Directing
For my directing concept, I chose Martin McDonough's The Pillowman - the tale of Katurian, a horror story author who finds himself being arrested by a totalitarian police state for murders that closely follow his horrific short stories. Being put in a cell with his brother Michal, he starts to recount his stories to both him and the detectives interrogating him, figuring out exactly what happened to him in his childhood and the murders that mirror his stories. My concept would revolve around a black box-style presentation, proscenium-style, with Katurian's scenes with Michal downstage, the cramped interrogation room upstage left with the detectives, and other actors playing out the horror stories in silhouette, behind a scrim. This would contribute to the unknown, dreamlike nature of the horror, and would allow for affecting images on a smaller budget. It would also bring Katurian's directly in front of the audience, creating an intense and frightening experience that would hold the audience's attention.

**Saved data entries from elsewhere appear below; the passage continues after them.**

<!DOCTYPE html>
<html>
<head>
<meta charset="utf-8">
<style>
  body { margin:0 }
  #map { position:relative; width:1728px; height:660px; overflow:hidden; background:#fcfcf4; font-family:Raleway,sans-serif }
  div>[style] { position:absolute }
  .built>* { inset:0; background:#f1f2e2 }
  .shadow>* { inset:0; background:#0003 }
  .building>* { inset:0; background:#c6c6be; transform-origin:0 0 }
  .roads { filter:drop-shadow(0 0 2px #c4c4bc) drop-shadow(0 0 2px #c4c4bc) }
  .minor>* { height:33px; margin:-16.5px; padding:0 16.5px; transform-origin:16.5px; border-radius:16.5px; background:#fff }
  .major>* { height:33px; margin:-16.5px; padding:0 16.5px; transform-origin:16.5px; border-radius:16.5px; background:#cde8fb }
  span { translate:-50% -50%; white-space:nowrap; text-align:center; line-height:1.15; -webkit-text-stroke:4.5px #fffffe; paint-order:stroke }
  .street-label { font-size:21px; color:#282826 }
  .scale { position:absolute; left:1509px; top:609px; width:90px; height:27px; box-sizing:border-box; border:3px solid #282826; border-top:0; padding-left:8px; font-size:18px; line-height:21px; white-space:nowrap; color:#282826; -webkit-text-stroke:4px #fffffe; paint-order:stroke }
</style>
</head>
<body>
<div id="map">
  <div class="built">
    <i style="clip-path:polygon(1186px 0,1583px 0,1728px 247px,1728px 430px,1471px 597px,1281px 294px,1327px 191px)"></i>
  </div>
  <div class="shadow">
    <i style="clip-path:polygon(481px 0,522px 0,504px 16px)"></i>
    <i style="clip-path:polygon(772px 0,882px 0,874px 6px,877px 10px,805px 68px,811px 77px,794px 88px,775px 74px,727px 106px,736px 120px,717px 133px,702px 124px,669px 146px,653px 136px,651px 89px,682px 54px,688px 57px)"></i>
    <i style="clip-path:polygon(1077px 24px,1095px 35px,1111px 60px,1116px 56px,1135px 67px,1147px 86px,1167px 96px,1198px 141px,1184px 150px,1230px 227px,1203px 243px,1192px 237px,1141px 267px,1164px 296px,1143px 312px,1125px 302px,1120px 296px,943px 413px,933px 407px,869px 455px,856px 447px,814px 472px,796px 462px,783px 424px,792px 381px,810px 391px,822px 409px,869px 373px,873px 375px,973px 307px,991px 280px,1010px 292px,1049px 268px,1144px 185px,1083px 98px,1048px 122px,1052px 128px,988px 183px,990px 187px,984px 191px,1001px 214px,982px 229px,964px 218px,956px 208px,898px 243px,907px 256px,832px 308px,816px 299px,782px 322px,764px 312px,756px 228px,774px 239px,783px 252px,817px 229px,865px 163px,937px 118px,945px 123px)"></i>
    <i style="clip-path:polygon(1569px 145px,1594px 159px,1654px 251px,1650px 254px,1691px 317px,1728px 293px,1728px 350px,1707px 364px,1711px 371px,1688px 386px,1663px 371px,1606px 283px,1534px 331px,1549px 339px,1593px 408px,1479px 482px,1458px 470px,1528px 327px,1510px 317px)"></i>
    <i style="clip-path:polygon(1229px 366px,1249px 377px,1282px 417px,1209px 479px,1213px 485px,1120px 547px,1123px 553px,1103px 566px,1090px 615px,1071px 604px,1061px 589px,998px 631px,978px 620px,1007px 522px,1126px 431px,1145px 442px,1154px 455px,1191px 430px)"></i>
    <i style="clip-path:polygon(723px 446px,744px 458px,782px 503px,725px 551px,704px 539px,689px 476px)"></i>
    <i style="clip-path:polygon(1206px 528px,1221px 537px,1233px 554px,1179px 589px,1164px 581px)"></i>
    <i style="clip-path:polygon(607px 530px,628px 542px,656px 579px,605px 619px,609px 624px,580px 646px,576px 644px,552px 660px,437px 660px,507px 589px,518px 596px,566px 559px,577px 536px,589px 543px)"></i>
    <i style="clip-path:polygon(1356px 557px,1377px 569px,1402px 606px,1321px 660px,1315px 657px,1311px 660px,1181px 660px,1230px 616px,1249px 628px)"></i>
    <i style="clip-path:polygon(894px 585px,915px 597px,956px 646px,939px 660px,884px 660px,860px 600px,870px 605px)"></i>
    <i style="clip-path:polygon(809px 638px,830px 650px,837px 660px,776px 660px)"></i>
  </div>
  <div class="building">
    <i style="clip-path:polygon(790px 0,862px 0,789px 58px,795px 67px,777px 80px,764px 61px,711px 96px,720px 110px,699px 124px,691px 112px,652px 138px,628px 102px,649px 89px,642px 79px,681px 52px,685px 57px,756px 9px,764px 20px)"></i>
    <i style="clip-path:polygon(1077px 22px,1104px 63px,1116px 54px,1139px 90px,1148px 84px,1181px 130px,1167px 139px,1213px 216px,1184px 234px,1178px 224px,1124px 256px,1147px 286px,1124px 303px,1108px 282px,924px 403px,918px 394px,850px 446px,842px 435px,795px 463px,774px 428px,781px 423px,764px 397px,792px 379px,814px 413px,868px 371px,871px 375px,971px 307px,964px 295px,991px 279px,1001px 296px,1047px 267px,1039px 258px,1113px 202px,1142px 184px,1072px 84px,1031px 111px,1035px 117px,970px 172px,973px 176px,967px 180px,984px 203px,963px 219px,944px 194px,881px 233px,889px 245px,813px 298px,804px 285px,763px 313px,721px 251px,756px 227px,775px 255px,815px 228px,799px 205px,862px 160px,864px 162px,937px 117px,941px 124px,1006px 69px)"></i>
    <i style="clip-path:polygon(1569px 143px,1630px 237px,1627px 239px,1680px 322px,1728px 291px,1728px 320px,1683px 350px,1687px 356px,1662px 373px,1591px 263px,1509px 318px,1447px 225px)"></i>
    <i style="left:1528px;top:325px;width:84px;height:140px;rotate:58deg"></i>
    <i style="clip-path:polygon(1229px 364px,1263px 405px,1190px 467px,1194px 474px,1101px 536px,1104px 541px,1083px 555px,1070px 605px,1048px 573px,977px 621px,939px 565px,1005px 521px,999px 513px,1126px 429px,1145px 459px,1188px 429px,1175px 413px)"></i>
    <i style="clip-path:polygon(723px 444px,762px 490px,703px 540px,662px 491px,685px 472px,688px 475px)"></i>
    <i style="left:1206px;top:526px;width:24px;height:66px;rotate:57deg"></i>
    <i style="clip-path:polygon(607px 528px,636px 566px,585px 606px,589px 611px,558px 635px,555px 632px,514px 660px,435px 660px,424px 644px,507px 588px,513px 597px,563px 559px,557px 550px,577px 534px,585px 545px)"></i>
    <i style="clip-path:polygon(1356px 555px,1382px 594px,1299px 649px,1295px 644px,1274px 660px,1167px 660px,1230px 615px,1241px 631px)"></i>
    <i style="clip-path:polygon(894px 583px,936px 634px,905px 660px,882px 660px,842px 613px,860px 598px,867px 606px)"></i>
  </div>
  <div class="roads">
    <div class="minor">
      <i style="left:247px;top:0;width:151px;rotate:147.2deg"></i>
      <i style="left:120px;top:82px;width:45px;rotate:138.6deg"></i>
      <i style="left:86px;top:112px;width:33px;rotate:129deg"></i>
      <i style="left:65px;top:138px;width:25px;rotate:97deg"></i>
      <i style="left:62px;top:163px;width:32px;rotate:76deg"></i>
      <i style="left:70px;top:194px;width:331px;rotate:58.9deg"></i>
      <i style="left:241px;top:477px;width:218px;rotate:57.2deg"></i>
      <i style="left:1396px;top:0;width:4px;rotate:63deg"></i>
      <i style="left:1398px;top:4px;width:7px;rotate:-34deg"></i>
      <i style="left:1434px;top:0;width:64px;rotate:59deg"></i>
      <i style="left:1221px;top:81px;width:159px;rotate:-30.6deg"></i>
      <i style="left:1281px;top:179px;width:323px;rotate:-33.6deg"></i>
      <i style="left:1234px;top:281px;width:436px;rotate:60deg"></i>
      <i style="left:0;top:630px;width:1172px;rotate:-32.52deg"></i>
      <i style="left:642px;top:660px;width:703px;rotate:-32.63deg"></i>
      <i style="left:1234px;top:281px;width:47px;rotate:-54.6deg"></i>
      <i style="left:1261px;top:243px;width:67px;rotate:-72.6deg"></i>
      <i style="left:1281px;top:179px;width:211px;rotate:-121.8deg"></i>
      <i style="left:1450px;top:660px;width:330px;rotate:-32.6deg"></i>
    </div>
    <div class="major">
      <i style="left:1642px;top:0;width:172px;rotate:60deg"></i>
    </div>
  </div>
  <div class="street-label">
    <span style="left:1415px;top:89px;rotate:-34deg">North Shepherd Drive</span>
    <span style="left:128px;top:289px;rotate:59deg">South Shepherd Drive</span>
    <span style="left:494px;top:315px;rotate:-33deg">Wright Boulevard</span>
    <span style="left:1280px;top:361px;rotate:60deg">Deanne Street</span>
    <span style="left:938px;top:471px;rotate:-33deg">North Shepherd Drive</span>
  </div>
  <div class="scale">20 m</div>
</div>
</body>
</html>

The play would be presented with very naturalistic acting set against very abstract and presentational settings - the silhouetted horror stories, the macabre nature of the mentally-challenged Michal, and the dystopian nature of the interrogation room would all serve as maddening surroundings for the relatively-sane Katurian to interact with and react to. I wish to demonstrate the relationship between an author and his works, and/or his sense of creativity, by linking Katurian to his stories through the scrim-silhouette presentation. This would give the audience the sense that we are experiencing these stories as figments of Katurian's imagination, made more horrific by his own exaggerations.
With my concept for The Pillowman, it would play out almost like a Halloween show, with dark lighting, abstract imagery for the recounting of the horror stories, and a lot of dirt and grime in the sound and set designs to create a feeling of discomfort in the audience. The acting would be very naturalistic, yet bold and theatrical when it needed to be (the storytelling sequences). My hope is to create an atmosphere of dread and horror that gradually intensifies until the very end of the play, just like a good horror story should. The Pillowman's atmosphere would echo the very same stories Katurian tells, creating an affordable, controversial yet thought-provoking adaptation of a highly-acclaimed play that would attract younger audiences as well.
Acting
Katurian's tactics mostly lie in earnestness; he often speaks plainly when not speaking through his stories. Often, he conveys his true feelings through reciting his work; he comforts Michal with "The Little Green Pig" and other stories, hiding behind the stories' false nature. However, what he comes to realize over the course of the play is that the stories are far from false - they reveal interesting things about him. When Tupolski insists that the father "represents something," Katurian maintains that he "isn't saying anything," refusing to define himself in those terms. He is constantly evasive and avoidant, opting to hide as much as possible behind his work: "The only duty of a storyteller is to tell a story" (p. 7). It is only when he realizes the consequences of his stories (it leads his brother to kill) that he understands the responsibility he must take for them.
Writing
KATURIAN: I've never liked it outside. Too many policemen. I don't really know what it was like before, but I'm sure it was better than it is now - alarms, secret raids, people watching your every move. It's maddening. It takes everything I can just to keep writing these stories; at the same time, the writing itself is freeing. It allows me to see a world beyond political dissidence, beyond the oppressive nature of government; these tales allow me to control the fate of the story. I can't really control what goes on out here.
Works Cited
Cohen, Robert. Theatre Brief Version. 9th ed. New York: McGraw-Hill Companies, Inc. 2011
McDonagh, Martin. The Pillowman (First edition ed.). London: Faber, 2003. Print.